Assassination attempt
On 27 May 1942, the agents, on learning of Heydrich’s movements that day, went into action. As the car taking Heydrich to a meeting slowed to navigate a hairpin bend, the two men attacked. Heydrich, as was his routine, was without an armed escort. Gabčík tried to shoot Heydrich but his submachine gun jammed at the fatal moment. Instead of ordering his chauffeur to drive off, Heydrich chose to fight. He attempted to fire back but a small bomb, thrown by Kubis, exploded, injuring him. Heydrich and his driver gave chase on foot, but the two agents escaped before Heydrich, bleeding profusely, collapsed from his injuries. He was rushed to hospital. Surgeons operated and initially it seemed the stricken Nazi was recovering.

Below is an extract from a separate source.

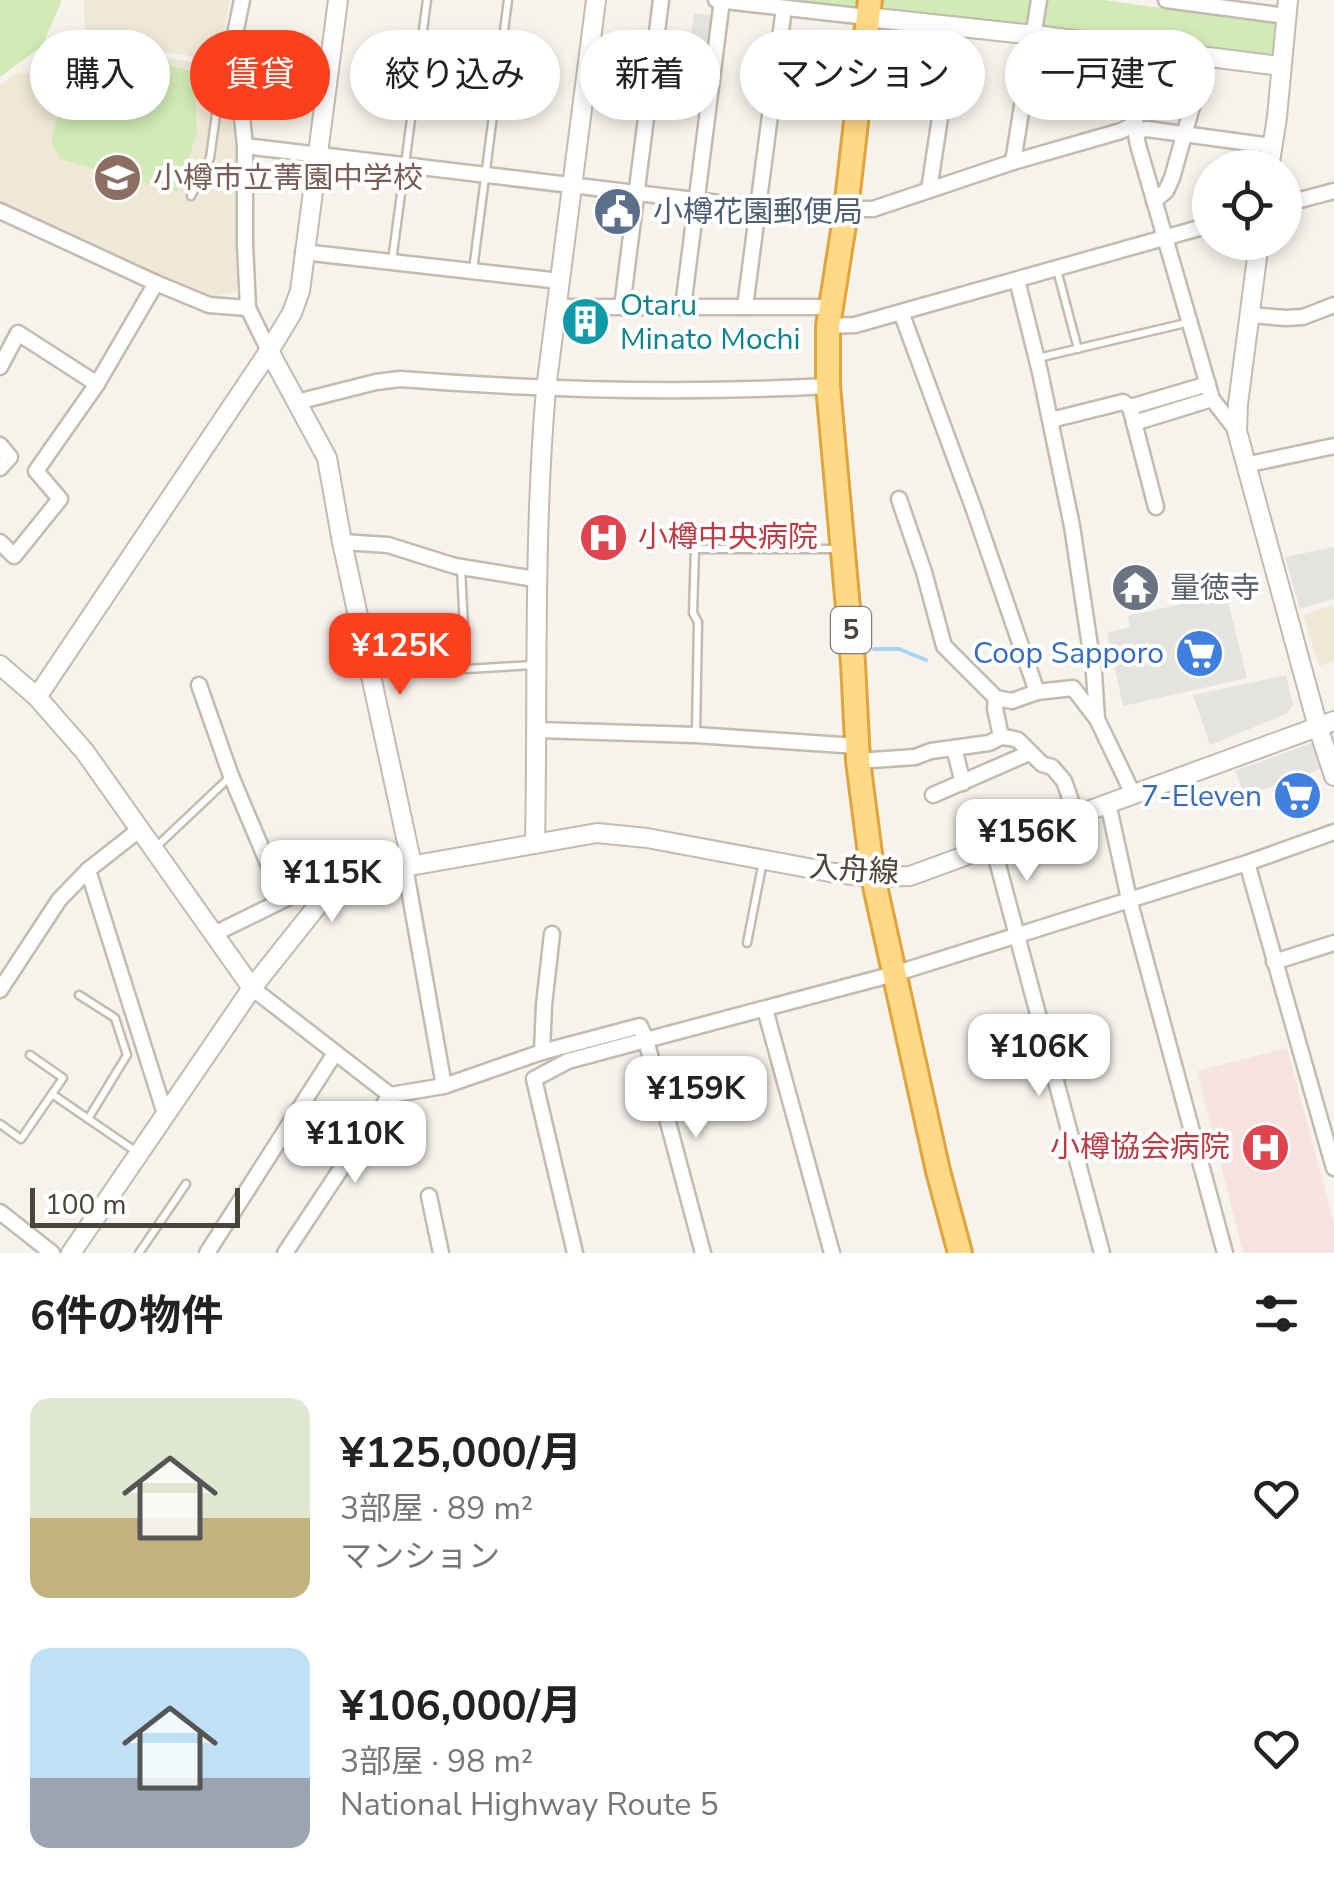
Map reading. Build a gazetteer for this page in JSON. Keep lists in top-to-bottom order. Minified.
{"streets":{"highway":["5"],"street":["入舟線"]},"crossings":[["5","入舟線"]],"places":{"school or university":["小樽市立菁園中学校"],"public building":["小樽花園郵便局"],"building":["Otaru Minato Mochi"],"hospital":["小樽中央病院","小樽協会病院"],"temple":["量徳寺"],"supermarket":["Coop Sapporo","7-Eleven"]},"scale_bar":"100 m","page":{"chip":["購入","賃貸","絞り込み","新着","マンション","一戸建て"],"price":["¥125K","¥156K","¥115K","¥106K","¥159K","¥110K"],"scale":"100 m","heading":"6件の物件","list":[{"name":"¥125,000/月","note":"3部屋 · 89 m² · マンション"},{"name":"¥106,000/月","note":"3部屋 · 98 m² · National Highway Route 5"}]}}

On 2 June, a week after the attack, he received a visit from his superior and mentor, Heinrich Himmler. Following Himmler’s visit, Heydrich slipped into a coma and died on 4 June. He was given a sumptuous funeral in Prague followed by a second ceremony in Berlin.
Meanwhile, Heydrich’s assassins, Kubis and Gabčík, hid in the crypt of a Prague church. Three weeks later they were betrayed and the church was surrounded by 800 members of the SS. The men held out for as long as possible before turning their guns on themselves.
Young Heydrich
Reinhard Heydrich was born in the eastern German town of Halle on 7 March 1904. His mother was an actress and his father, Richard, a music teacher and occasional opera composer inducing in his sons (Reinhard and his younger brother, Heinz) a love of the operas of Richard Wagner. Reinhard became an accomplished violinist. Heydrich’s father, a fervent German nationalist, was sometimes known as Heydrich-Süss. Süss, having a Jewish ring to it, fuelled rumours that the family had Jewish blood. Later, Reinhard Heydrich was so haunted by the thought, that he ordered an SS investigation into his family ancestry. The report concluded, unsurprisingly, that Reinhard Heydrich’s family contained no trace of Jewish descent.
Conduct unbecoming
Too young to enlist as a soldier during the First World War, in 1919, the fifteen-year-old Heydrich joined the post-war Freikorps, a right-wing paramilitary group, an unruly rabble of demobilized soldiers. In 1922, Heydrich joined the German Navy and steadily rose through the ranks, soon becoming a first lieutenant. In 1930, he became engaged to Lina von Osten, a member of the Nazi Party. In doing so, he broke off a previous engagement to a shipyard director’s daughter, whom he may have got pregnant. The affair earned him a dismissal from the navy for ‘conduct unbecoming an officer and a gentleman’. He was granted a monthly allowance for two years by way of compensation.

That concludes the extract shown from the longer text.